MMPs & BI Tools: What’s delivering a modern mobile app advertiser’s insight?
So much has been moving under the feet of mobile advertisers in recent time. This has had a significant impact on their day-to-day work and importantly how they generate insights to perfect campaigns. In this post we’ll look at what’s changing and how that’s affecting the analytics and insights stack of a mobile app advertiser.
Part 1: Data normalization: Where business decisions are made
‘Performance’ for an app advertiser can look like different things—Installs, Subscriptions, In-app activities, Purchases, etc.—depending on whether the app monetizes via in-app advertising, in-app purchases, or both. And any app business today will tell you that these performance marketing decisions don’t happen anywhere on the ad serving funnel—not unless a BI tool sits at the very end of it.
That’s right, the big picture decisions aren’t made on measurement tools (MMPs (mobile measurement partners)). They’re not made on media channels either. Optimization decisions are almost always made on BI & reporting tools. This can look like dozens of open spreadsheets, to data analysts building complex BI setups, all in the pursuit of finding the goldmine datapoint or insight that will inform the optimization strategy.
Why is this the case? The simple answer is data complexity. Not only is there now an ocean of data to sift through for performance marketers, but there are also multiple processes involved—sourcing data, pipelining it, cleaning it, aggregating and visualizing, and finally turning it into meaningful insights for all stakeholders in a business.
Here’s how the mobile performance funnel looks for a modern-day app marketer:
Mobile measurement tools or MMPs are key in piping down the opted-in post back data from the publisher back to the advertiser. But they’re seldom built with every single advertiser’s individual complexity in mind. The MMP’s role tends to end with attributing where an install came from, or which ad client is firing more conversions. The data tools that an MMP supplies are not tailored to the specific advertiser’s business goals or delivering relevant optimization insights.
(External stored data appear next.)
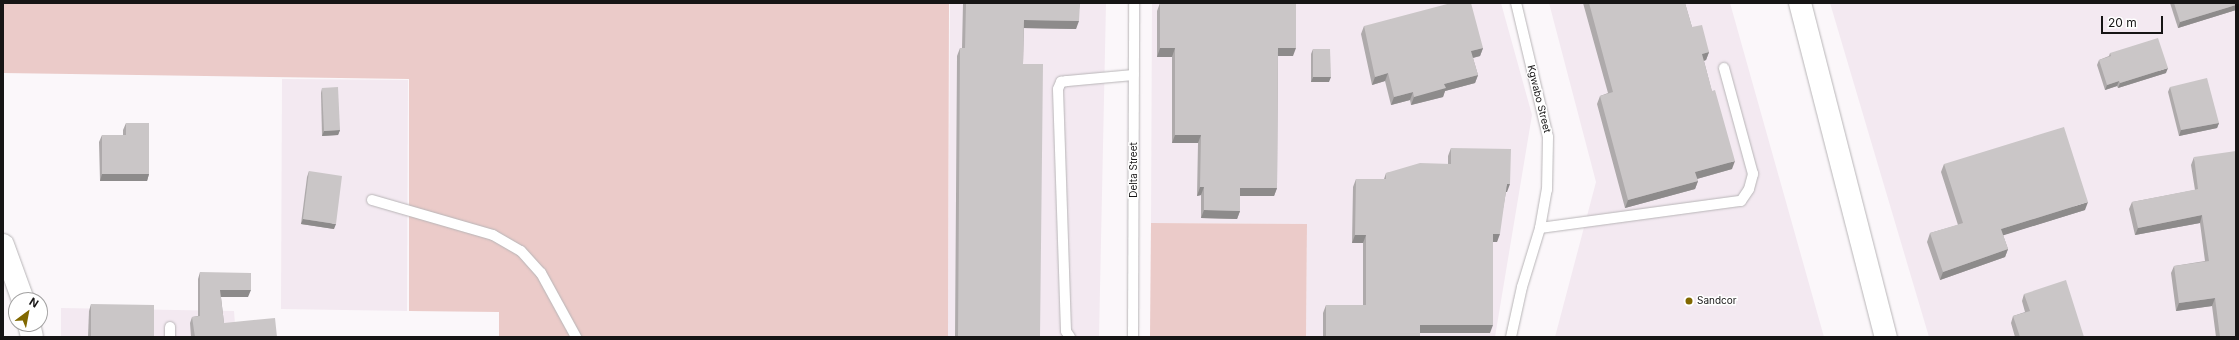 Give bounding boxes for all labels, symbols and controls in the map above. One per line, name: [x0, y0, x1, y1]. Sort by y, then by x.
scale bar: [2103, 8, 2165, 34]
text: 20 m: [2108, 15, 2137, 30]
street label: Kgwabo Street: [1525, 64, 1553, 134]
street label: Delta Street: [1128, 142, 1140, 198]
north arrow: [8, 292, 48, 332]
text: N: [27, 295, 41, 311]
place label: Sandcor: [1697, 295, 1737, 307]
marker: Sandcor: [1684, 296, 1694, 306]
How can they? MMPs are off-the-shelf attribution tools, not custom-built analytics dashboards. BI tools like Appsumer however, are a natural extension to this process as they are built to not just analyze outcomes of performance campaigns but also help advertisers make better optimization decisions. To make performance decisions a modern mobile app advertiser requires the following information:
- Drill-down of campaign performance to understand which optimization levers are working and which ones are not.
- Aggregated metrics from their MMP, analytics data, revenue data, predictive data and cost data from media channels
- Custom visualizations to delve into precise datasets that are meaningful to the campaign and business.
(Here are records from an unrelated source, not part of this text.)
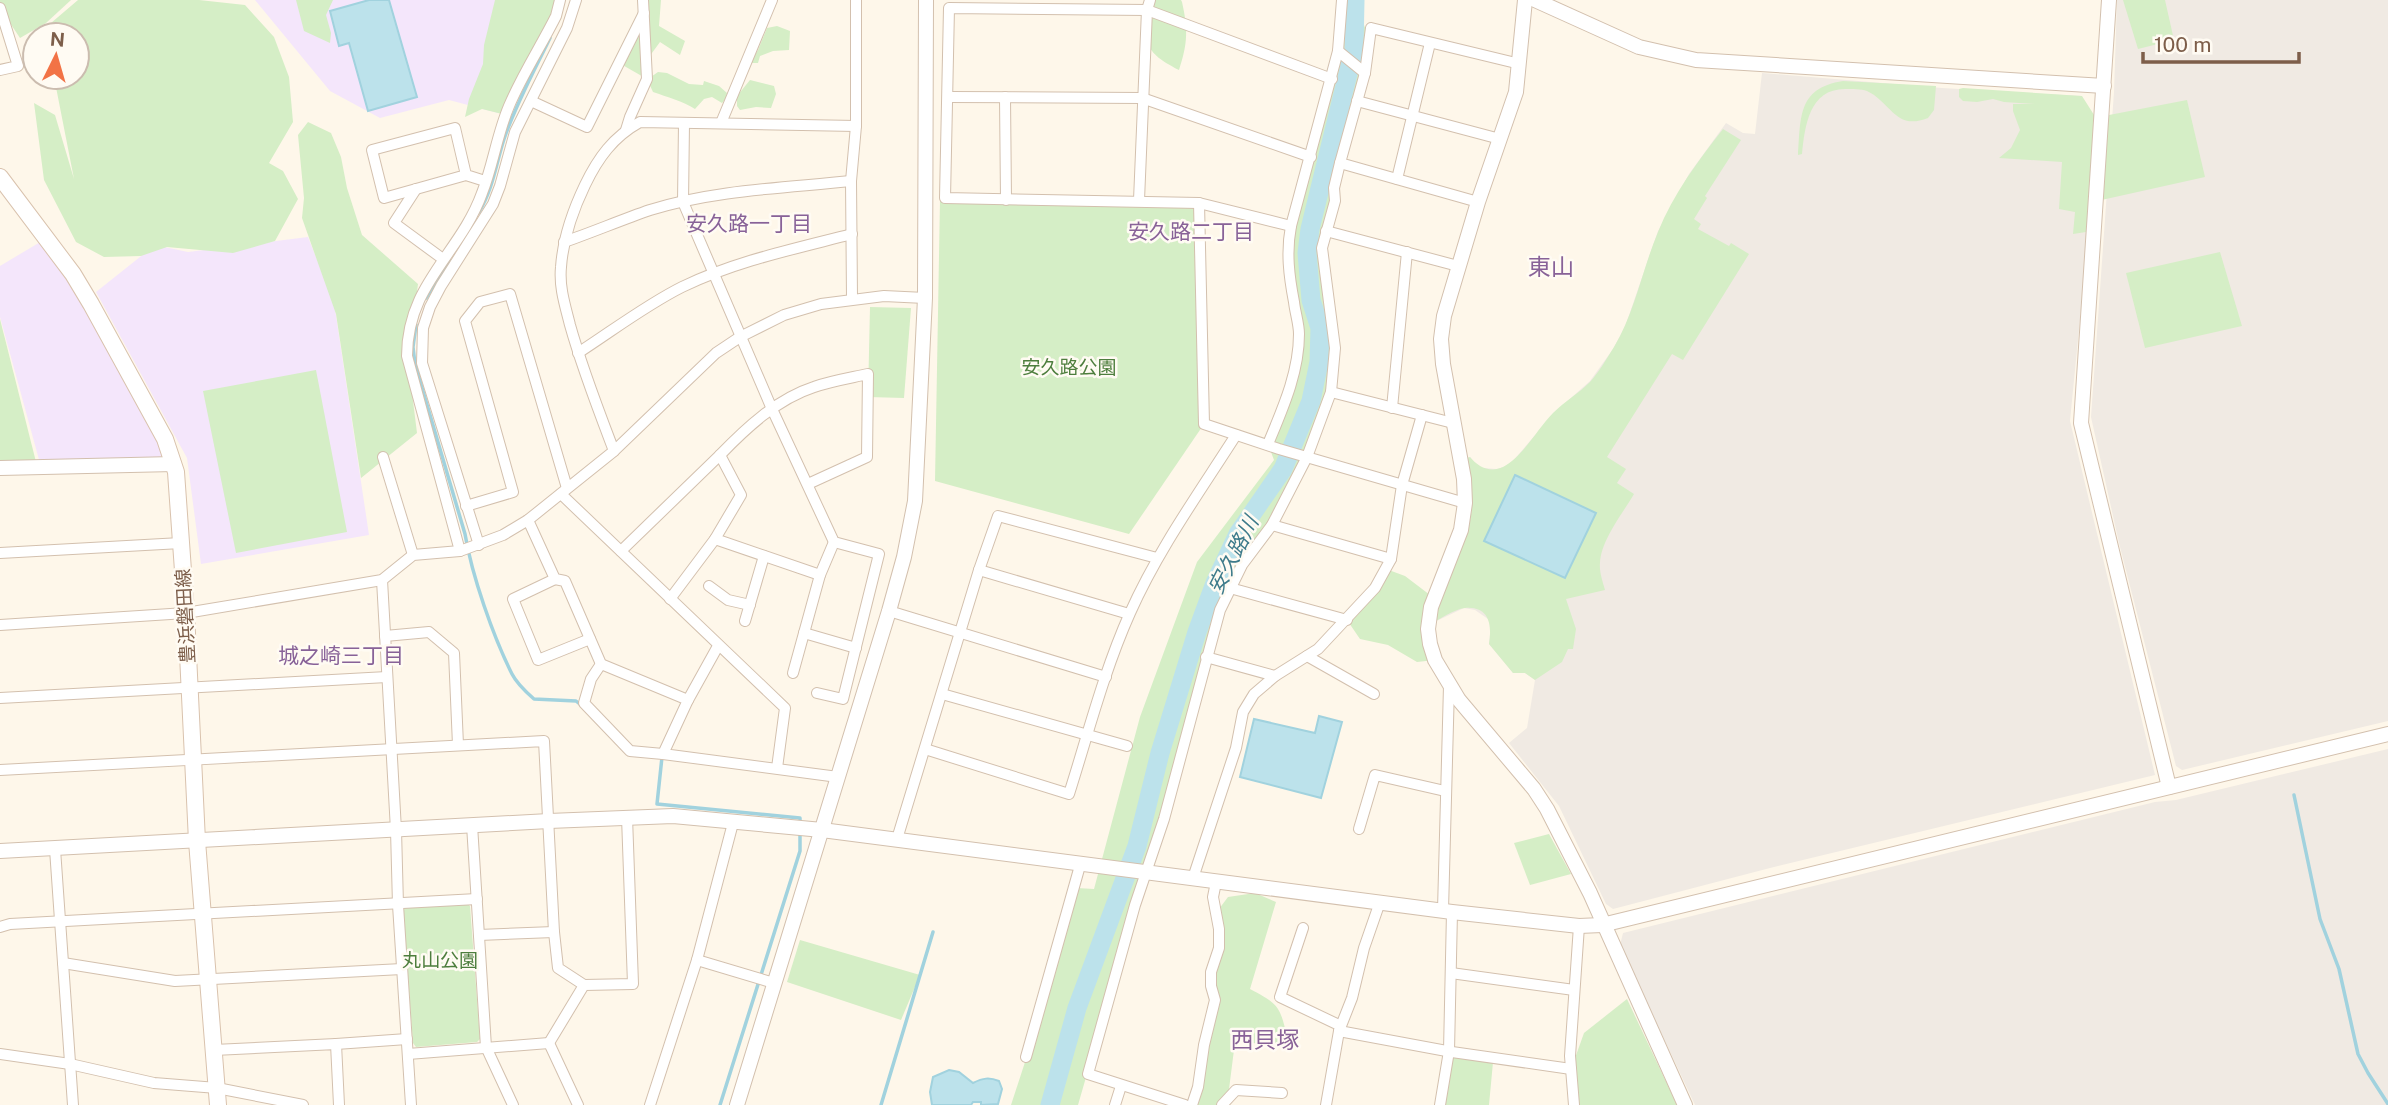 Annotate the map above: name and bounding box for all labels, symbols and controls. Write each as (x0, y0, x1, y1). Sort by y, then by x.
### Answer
north arrow (21, 21, 91, 91)
scale bar (2143, 21, 2299, 65)
text: N (49, 27, 66, 51)
text: 100 m (2154, 32, 2211, 57)
district label: 安久路一丁目 (686, 211, 812, 236)
district label: 安久路二丁目 (1128, 219, 1254, 244)
district label: 東山 (1528, 253, 1574, 280)
park label: 安久路公園 (1021, 356, 1117, 378)
water label: 安久路川 (1203, 510, 1264, 598)
street label: 豊浜磐田線 (172, 568, 198, 664)
district label: 城之崎三丁目 (278, 643, 404, 668)
park label: 丸山公園 (402, 949, 478, 971)
district label: 西貝塚 (1231, 1026, 1300, 1053)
- Full-funnel insights to understand the entire campaign journey from a 60,000 feet decision-making level
BI tools also handle ‘the scale problem’: One of the biggest resources required for an app business to fast-track its growth is time. For a fast-growing app business running campaigns across demographics via multiple channels means exponentially more hours of data crunching. Aggregating datasets from multiple channels and making them all speak a unified language—the process of data normalization—involves copious people hours, which is not readily at the disposal of fast-growing app businesses that are scaling with a lean team.
Part 2: MMP Vs BI: Marrying performance data to the big picture
Let’s get one thing out of the way. MMPs are measurement tools but what they primarily measure and report to an advertiser is campaign post back data—something to tie a successful install to the corresponding ad client who helped deliver it. While this solves for the “which channel gave me x conversions” conundrum, it doesn’t paint the full picture. Half of performance marketing is measurement, but measurement without context is data without meaning.
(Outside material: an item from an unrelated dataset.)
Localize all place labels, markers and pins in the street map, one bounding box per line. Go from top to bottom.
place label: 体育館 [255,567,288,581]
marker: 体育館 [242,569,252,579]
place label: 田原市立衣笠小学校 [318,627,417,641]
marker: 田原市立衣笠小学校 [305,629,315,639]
Let’s understand this with an example. Say an ecommerce app is running a campaign to boost sales by increasing in-app purchases and retarget audiences who are likely to buy the goods they’re browsing on the app.
There are far more variables to consider when putting a number on campaign performance—how the budgets are sliced between channels, what conversion metrics (here it could be add-to-carts and purchases) look like for each channel and measurement partner, and at an even more granular level which keyword, OS, or creative is comparably contributing to these conversion activities.
These performance metrics trickle down from MMPs, SKAdNetwork (SKAN), and Self Attributing Networks (SANs – Google, FB, Snap, etc.) into one aggregated BI dashboard. From here it’s possible to boil down to a concrete ROAS (Return on Ad Spend), to see where optimization decisions need to be made and for this a tool with Business Intelligence capabilities is instrumental.
Here’s how an MMP compares to a BI tool in painting the performance data picture:
Data limitations in an MMP and combatting it
No two MMPs are built the same. While they all solve the same problem, MMPs differ in their approach and interpretation of performance data.
Where this is glaringly clear is in their treatment of iOS ad campaigns. Apple’s SKAN was introduced in 2021 adding an extra layer of complexity into the mobile ad measurement process as it split users into ‘opted-in’ (consenting) and ‘opted-out’ (non-consenting) audiences, creating conversion journeys that can only be partially mapped. This layer of opacity in half the datasets has limited tracking, weakened optimization and user-targeting to a considerable extent.
Since IDFA (ID For Advertisers) helps map conversion events (like in-app purchases or subscriptions) to specific users, the fallout of this was MMPs creating their own Conversion Models. These models were built based on the priorities and needs of app advertisers each MMP works with, and they have their own set of limitations, some more pronounced than the others.
Bridging other limitations
Several MMP solutions are tailored to specific verticals, and hence focus more on the KPIs that matter to businesses in those verticals. Other times it’s because the MMP is not active across all the regions that the advertiser is necessarily trying to expand to. With diversifying of MMP solutions, comes more potential complexity and fragmentation of data across sources.
A BI tool brings in the much-needed order to this chaos, by enabling aggregation, and classification of these disparate datasets. For advertisers, picking up an off the shelf solution that can be tailored to their needs is a definite way forward to manage the data conundrum we’re facing.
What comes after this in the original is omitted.